EXERCISE DIRECTIONS: Before you finish, make sure each line of the records has been retyped exactly.

PROVIDED RECORDS START

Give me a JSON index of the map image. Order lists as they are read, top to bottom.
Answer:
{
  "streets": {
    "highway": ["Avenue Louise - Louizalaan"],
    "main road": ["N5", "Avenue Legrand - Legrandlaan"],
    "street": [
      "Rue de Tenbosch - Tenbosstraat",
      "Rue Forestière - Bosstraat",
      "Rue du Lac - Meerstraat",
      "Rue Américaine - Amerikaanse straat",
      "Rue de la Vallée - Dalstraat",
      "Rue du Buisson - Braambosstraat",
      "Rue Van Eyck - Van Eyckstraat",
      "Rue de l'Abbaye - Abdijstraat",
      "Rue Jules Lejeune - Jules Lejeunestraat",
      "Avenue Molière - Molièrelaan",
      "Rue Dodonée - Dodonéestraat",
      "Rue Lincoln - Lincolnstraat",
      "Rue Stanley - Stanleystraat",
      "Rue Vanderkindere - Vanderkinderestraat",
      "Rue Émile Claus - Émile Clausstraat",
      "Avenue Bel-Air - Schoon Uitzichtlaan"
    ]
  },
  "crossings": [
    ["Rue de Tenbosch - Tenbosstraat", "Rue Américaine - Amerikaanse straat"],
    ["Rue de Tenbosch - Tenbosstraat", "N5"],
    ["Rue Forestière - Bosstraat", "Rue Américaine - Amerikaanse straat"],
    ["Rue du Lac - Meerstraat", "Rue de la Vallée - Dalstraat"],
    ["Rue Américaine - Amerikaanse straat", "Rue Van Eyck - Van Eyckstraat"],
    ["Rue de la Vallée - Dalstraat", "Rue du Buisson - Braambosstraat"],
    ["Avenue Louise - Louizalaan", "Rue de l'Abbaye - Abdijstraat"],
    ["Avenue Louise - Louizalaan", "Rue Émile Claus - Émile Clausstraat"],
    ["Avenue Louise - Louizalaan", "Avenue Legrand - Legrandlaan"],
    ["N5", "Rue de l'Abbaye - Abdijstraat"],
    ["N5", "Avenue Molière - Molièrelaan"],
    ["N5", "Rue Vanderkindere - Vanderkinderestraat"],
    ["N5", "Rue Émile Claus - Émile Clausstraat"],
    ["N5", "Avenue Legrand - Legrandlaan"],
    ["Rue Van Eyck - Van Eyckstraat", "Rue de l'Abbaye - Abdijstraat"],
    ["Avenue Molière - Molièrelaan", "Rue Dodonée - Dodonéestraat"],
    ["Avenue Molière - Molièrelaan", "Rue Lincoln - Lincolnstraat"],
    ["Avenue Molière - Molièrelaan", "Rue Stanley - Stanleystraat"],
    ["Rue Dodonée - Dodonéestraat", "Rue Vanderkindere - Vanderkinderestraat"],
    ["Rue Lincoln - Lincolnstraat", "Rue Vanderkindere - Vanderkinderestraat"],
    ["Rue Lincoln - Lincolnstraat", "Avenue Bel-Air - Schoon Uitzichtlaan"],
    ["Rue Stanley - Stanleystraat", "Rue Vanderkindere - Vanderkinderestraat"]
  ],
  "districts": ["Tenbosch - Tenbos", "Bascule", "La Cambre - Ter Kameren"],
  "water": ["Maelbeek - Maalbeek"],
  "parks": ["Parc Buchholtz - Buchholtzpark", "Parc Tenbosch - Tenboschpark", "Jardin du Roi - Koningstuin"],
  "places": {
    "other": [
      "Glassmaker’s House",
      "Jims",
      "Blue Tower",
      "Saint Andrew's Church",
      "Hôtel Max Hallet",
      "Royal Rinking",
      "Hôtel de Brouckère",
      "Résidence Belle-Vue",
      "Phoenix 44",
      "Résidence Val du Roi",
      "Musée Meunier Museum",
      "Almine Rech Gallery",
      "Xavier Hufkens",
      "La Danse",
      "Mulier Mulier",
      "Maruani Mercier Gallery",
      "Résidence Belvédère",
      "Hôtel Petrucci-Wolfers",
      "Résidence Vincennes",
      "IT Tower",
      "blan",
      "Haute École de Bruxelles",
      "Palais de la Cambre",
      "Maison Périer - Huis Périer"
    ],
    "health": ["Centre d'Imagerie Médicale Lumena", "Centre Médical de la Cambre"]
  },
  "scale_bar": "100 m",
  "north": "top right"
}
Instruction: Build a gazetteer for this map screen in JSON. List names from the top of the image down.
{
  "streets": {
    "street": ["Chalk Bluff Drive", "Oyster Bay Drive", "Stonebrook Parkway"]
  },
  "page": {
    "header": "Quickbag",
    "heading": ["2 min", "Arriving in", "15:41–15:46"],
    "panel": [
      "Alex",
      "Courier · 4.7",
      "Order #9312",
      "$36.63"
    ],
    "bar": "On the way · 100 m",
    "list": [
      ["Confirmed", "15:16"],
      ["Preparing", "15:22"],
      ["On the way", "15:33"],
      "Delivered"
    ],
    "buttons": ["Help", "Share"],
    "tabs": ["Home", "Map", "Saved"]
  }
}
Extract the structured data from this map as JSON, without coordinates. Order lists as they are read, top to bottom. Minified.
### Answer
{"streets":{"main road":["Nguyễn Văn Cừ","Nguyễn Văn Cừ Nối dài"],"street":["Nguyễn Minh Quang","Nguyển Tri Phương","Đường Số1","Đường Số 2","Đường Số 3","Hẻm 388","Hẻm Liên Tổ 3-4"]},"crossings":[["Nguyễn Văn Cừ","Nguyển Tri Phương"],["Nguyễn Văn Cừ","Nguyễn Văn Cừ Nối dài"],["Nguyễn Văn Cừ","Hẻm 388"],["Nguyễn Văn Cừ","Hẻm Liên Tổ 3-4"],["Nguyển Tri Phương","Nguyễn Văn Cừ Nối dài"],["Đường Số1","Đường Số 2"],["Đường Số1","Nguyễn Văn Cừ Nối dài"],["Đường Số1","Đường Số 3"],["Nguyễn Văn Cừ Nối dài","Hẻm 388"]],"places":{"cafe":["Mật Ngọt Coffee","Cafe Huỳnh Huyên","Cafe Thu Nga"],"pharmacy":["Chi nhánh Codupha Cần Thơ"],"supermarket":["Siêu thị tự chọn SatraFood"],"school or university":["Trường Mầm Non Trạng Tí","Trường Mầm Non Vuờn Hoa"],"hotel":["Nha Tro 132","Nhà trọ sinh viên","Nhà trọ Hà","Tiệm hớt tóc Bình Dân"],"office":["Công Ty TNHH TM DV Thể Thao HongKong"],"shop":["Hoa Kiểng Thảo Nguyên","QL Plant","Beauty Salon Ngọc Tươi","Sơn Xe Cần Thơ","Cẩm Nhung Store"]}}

PROVIDED RECORDS END

OUTPUT BELOW:
Give me a JSON index of the map image. Order lists as they are read, top to bottom.
Answer:
{
  "streets": {
    "highway": ["Avenue Louise - Louizalaan"],
    "main road": ["N5", "Avenue Legrand - Legrandlaan"],
    "street": [
      "Rue de Tenbosch - Tenbosstraat",
      "Rue Forestière - Bosstraat",
      "Rue du Lac - Meerstraat",
      "Rue Américaine - Amerikaanse straat",
      "Rue de la Vallée - Dalstraat",
      "Rue du Buisson - Braambosstraat",
      "Rue Van Eyck - Van Eyckstraat",
      "Rue de l'Abbaye - Abdijstraat",
      "Rue Jules Lejeune - Jules Lejeunestraat",
      "Avenue Molière - Molièrelaan",
      "Rue Dodonée - Dodonéestraat",
      "Rue Lincoln - Lincolnstraat",
      "Rue Stanley - Stanleystraat",
      "Rue Vanderkindere - Vanderkinderestraat",
      "Rue Émile Claus - Émile Clausstraat",
      "Avenue Bel-Air - Schoon Uitzichtlaan"
    ]
  },
  "crossings": [
    ["Rue de Tenbosch - Tenbosstraat", "Rue Américaine - Amerikaanse straat"],
    ["Rue de Tenbosch - Tenbosstraat", "N5"],
    ["Rue Forestière - Bosstraat", "Rue Américaine - Amerikaanse straat"],
    ["Rue du Lac - Meerstraat", "Rue de la Vallée - Dalstraat"],
    ["Rue Américaine - Amerikaanse straat", "Rue Van Eyck - Van Eyckstraat"],
    ["Rue de la Vallée - Dalstraat", "Rue du Buisson - Braambosstraat"],
    ["Avenue Louise - Louizalaan", "Rue de l'Abbaye - Abdijstraat"],
    ["Avenue Louise - Louizalaan", "Rue Émile Claus - Émile Clausstraat"],
    ["Avenue Louise - Louizalaan", "Avenue Legrand - Legrandlaan"],
    ["N5", "Rue de l'Abbaye - Abdijstraat"],
    ["N5", "Avenue Molière - Molièrelaan"],
    ["N5", "Rue Vanderkindere - Vanderkinderestraat"],
    ["N5", "Rue Émile Claus - Émile Clausstraat"],
    ["N5", "Avenue Legrand - Legrandlaan"],
    ["Rue Van Eyck - Van Eyckstraat", "Rue de l'Abbaye - Abdijstraat"],
    ["Avenue Molière - Molièrelaan", "Rue Dodonée - Dodonéestraat"],
    ["Avenue Molière - Molièrelaan", "Rue Lincoln - Lincolnstraat"],
    ["Avenue Molière - Molièrelaan", "Rue Stanley - Stanleystraat"],
    ["Rue Dodonée - Dodonéestraat", "Rue Vanderkindere - Vanderkinderestraat"],
    ["Rue Lincoln - Lincolnstraat", "Rue Vanderkindere - Vanderkinderestraat"],
    ["Rue Lincoln - Lincolnstraat", "Avenue Bel-Air - Schoon Uitzichtlaan"],
    ["Rue Stanley - Stanleystraat", "Rue Vanderkindere - Vanderkinderestraat"]
  ],
  "districts": ["Tenbosch - Tenbos", "Bascule", "La Cambre - Ter Kameren"],
  "water": ["Maelbeek - Maalbeek"],
  "parks": ["Parc Buchholtz - Buchholtzpark", "Parc Tenbosch - Tenboschpark", "Jardin du Roi - Koningstuin"],
  "places": {
    "other": [
      "Glassmaker’s House",
      "Jims",
      "Blue Tower",
      "Saint Andrew's Church",
      "Hôtel Max Hallet",
      "Royal Rinking",
      "Hôtel de Brouckère",
      "Résidence Belle-Vue",
      "Phoenix 44",
      "Résidence Val du Roi",
      "Musée Meunier Museum",
      "Almine Rech Gallery",
      "Xavier Hufkens",
      "La Danse",
      "Mulier Mulier",
      "Maruani Mercier Gallery",
      "Résidence Belvédère",
      "Hôtel Petrucci-Wolfers",
      "Résidence Vincennes",
      "IT Tower",
      "blan",
      "Haute École de Bruxelles",
      "Palais de la Cambre",
      "Maison Périer - Huis Périer"
    ],
    "health": ["Centre d'Imagerie Médicale Lumena", "Centre Médical de la Cambre"]
  },
  "scale_bar": "100 m",
  "north": "top right"
}
Instruction: Build a gazetteer for this map screen in JSON. List names from the top of the image down.
{
  "streets": {
    "street": ["Chalk Bluff Drive", "Oyster Bay Drive", "Stonebrook Parkway"]
  },
  "page": {
    "header": "Quickbag",
    "heading": ["2 min", "Arriving in", "15:41–15:46"],
    "panel": [
      "Alex",
      "Courier · 4.7",
      "Order #9312",
      "$36.63"
    ],
    "bar": "On the way · 100 m",
    "list": [
      ["Confirmed", "15:16"],
      ["Preparing", "15:22"],
      ["On the way", "15:33"],
      "Delivered"
    ],
    "buttons": ["Help", "Share"],
    "tabs": ["Home", "Map", "Saved"]
  }
}
Extract the structured data from this map as JSON, without coordinates. Order lists as they are read, top to bottom. Minified.
### Answer
{"streets":{"main road":["Nguyễn Văn Cừ","Nguyễn Văn Cừ Nối dài"],"street":["Nguyễn Minh Quang","Nguyển Tri Phương","Đường Số1","Đường Số 2","Đường Số 3","Hẻm 388","Hẻm Liên Tổ 3-4"]},"crossings":[["Nguyễn Văn Cừ","Nguyển Tri Phương"],["Nguyễn Văn Cừ","Nguyễn Văn Cừ Nối dài"],["Nguyễn Văn Cừ","Hẻm 388"],["Nguyễn Văn Cừ","Hẻm Liên Tổ 3-4"],["Nguyển Tri Phương","Nguyễn Văn Cừ Nối dài"],["Đường Số1","Đường Số 2"],["Đường Số1","Nguyễn Văn Cừ Nối dài"],["Đường Số1","Đường Số 3"],["Nguyễn Văn Cừ Nối dài","Hẻm 388"]],"places":{"cafe":["Mật Ngọt Coffee","Cafe Huỳnh Huyên","Cafe Thu Nga"],"pharmacy":["Chi nhánh Codupha Cần Thơ"],"supermarket":["Siêu thị tự chọn SatraFood"],"school or university":["Trường Mầm Non Trạng Tí","Trường Mầm Non Vuờn Hoa"],"hotel":["Nha Tro 132","Nhà trọ sinh viên","Nhà trọ Hà","Tiệm hớt tóc Bình Dân"],"office":["Công Ty TNHH TM DV Thể Thao HongKong"],"shop":["Hoa Kiểng Thảo Nguyên","QL Plant","Beauty Salon Ngọc Tươi","Sơn Xe Cần Thơ","Cẩm Nhung Store"]}}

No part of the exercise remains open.